How to trade GBP/USD on April 7. Simple trading tips and analysis for beginners

Analyzing Thursday's trades:

GBP/USD on 30M chart

How to trade GBP/USD on April 7. Simple trading tips and analysis for beginners

On Thursday, GBP/USD continued its bearish correction, although it was weak. There was nothing interesting about the macroeconomic and fundamental background. Therefore, there was nothing to react to. The pound keeps correcting after a very strong upward movement, but this correction doesn't really mean anything, since the pound can rise at any moment for no reason at all. This is the current reality in the market. There is simply no reason to form a new trend line right now, because the movement is absolutely illogical, and the pair can trade higher without it. I still expect a sharp fall from the pound, but we can't rely on it yet. The only hope is for Friday's US unemployment and Nonfarm data, as well as for the market's adequate reaction to them.

GBP/USD on 5M chart

How to trade GBP/USD on April 7. Simple trading tips and analysis for beginners

There were actually no trade signals on the 5-minute chart. The pair spent most of the day in the range of 1.2444-1.2471, and the overall volatility of the day was about 80 pips, which is quite small for the pound. As a result, beginners could work out a buy signal, which appeared during the European trading session, but it turned out to be false. There was also a sell signal during the US trading session. It also turned out to be false, but at least traders managed to place Stop Loss at Breakeven, which was used to close the position. Therefore, only one signal turned out to be unprofitable, which is quite logical since the pair was almost flat during the day.

Trading tips on Friday:

On the 30-minute chart, GBP/USD took a small break after another strong growth. The 1.2440 level did not live up to expectations and the pair broke through it. So now the pair can trade higher. There is no point in drawing a new uptrend line because consolidating below it does not lead to a downward movement. The pound is overbought and continues to rise anyway. The pound doesn't have any reason to rise further, but it still does. And during the days when it does have a good reason to show growth, it doesn't.
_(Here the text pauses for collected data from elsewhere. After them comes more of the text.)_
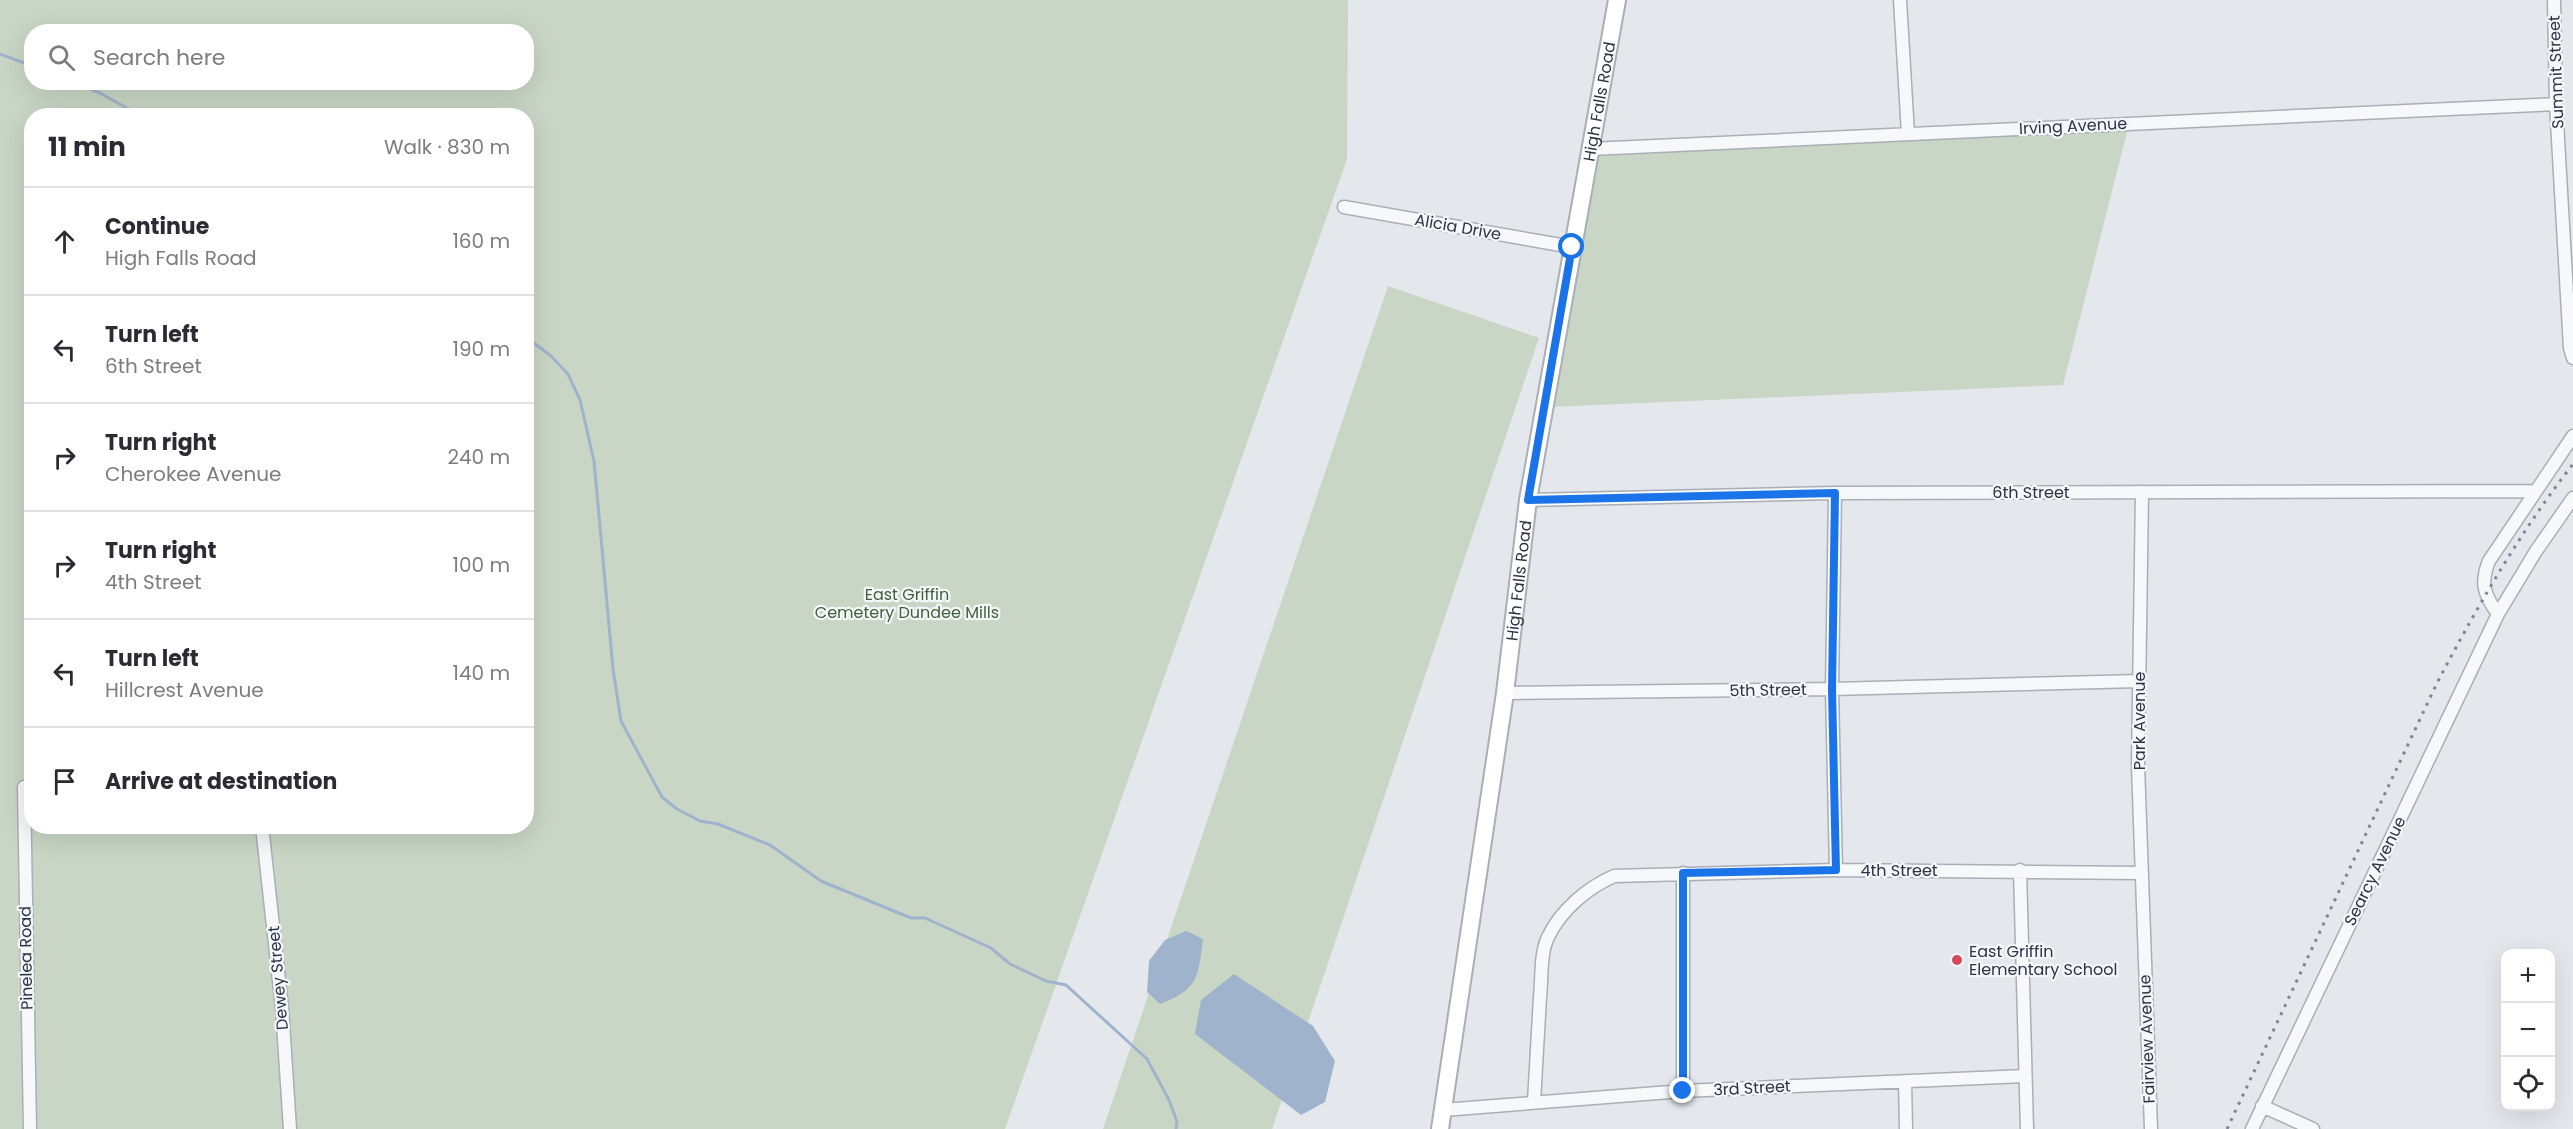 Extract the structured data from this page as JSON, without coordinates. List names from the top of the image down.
{
  "streets": {
    "street": [
      "Summit Street",
      "High Falls Road",
      "Irving Avenue",
      "Alicia Drive",
      "6th Street",
      "5th Street",
      "Park Avenue",
      "4th Street",
      "Searcy Avenue",
      "Pinelea Road",
      "Dewey Street",
      "Fairview Avenue",
      "3rd Street"
    ]
  },
  "crossings": [
    ["Summit Street", "Irving Avenue"],
    ["High Falls Road", "Irving Avenue"],
    ["High Falls Road", "Alicia Drive"],
    ["High Falls Road", "6th Street"],
    ["High Falls Road", "5th Street"],
    ["High Falls Road", "3rd Street"],
    ["6th Street", "Park Avenue"],
    ["5th Street", "Park Avenue"],
    ["Park Avenue", "4th Street"],
    ["Park Avenue", "Fairview Avenue"],
    ["4th Street", "3rd Street"]
  ],
  "parks": ["East Griffin Cemetery Dundee Mills"],
  "places": ["East Griffin Elementary School"],
  "page": {
    "search": "Search here",
    "heading": ["11 min", "Walk · 830 m"],
    "list": [
      ["Continue", "High Falls Road", "160 m"],
      ["Turn left", "6th Street", "190 m"],
      ["Turn right", "Cherokee Avenue", "240 m"],
      ["Turn right", "4th Street", "100 m"],
      ["Turn left", "Hillcrest Avenue", "140 m"],
      "Arrive at destination"
    ],
    "map_buttons": ["+", "−"]
  }
}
On the 5-minute chart, it is recommended to trade at the levels 1.2143, 1.2171-1.2179, 1.2245-1.2260, 1.2343-1.2360, 1.2396, 1.2444-1.2471, 1.2577-1.2616, 1.2659-1.2674. As soon as the price passes 20 pips in the right direction, you should set a Stop Loss to breakeven. There is absolutely nothing planned for Friday in the UK, while the US will release reports on unemployment and Nonfarm, which are always very important. We should prepare for the market's reaction, whatever it may be.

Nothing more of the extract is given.